Aim of the task:
Reproduce the data exactly as given, except for any images.

Supplied data:
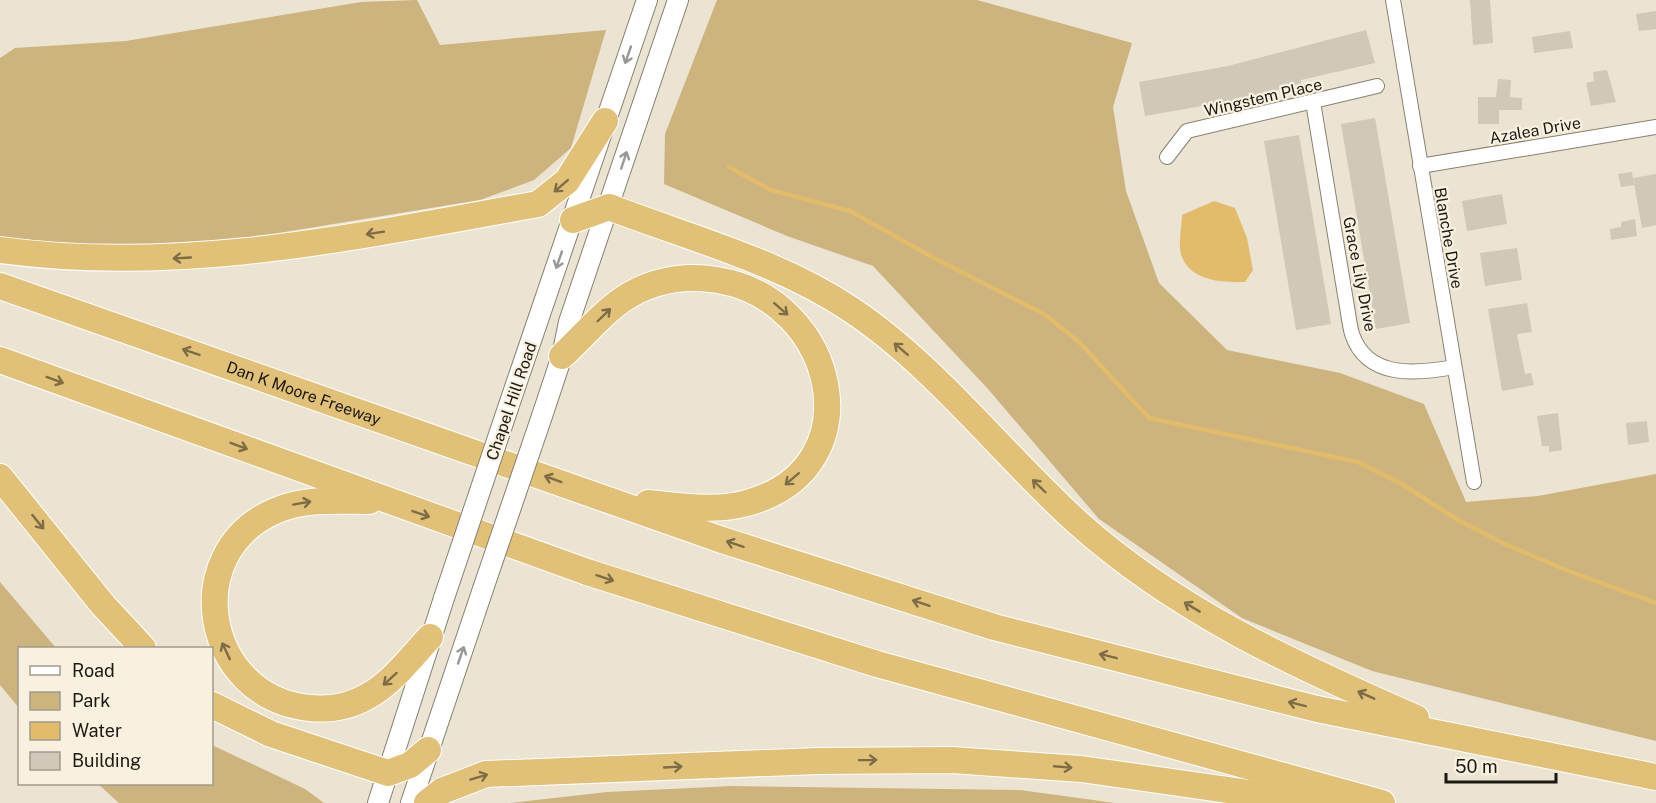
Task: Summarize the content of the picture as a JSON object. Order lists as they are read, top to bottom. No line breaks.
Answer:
{"streets":{"highway":["Dan K Moore Freeway"],"main road":["Chapel Hill Road"],"street":["Wingstem Place","Azalea Drive","Blanche Drive","Grace Lily Drive"]},"crossings":[["Wingstem Place","Grace Lily Drive"],["Azalea Drive","Blanche Drive"],["Blanche Drive","Grace Lily Drive"]],"legend":["Road","Park","Water","Building"],"scale_bar":"50 m"}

Task solution:
Task: Summarize the content of the picture as a JSON object. Order lists as they are read, top to bottom. No line breaks.
Answer:
{"streets":{"highway":["Dan K Moore Freeway"],"main road":["Chapel Hill Road"],"street":["Wingstem Place","Azalea Drive","Blanche Drive","Grace Lily Drive"]},"crossings":[["Wingstem Place","Grace Lily Drive"],["Azalea Drive","Blanche Drive"],["Blanche Drive","Grace Lily Drive"]],"legend":["Road","Park","Water","Building"],"scale_bar":"50 m"}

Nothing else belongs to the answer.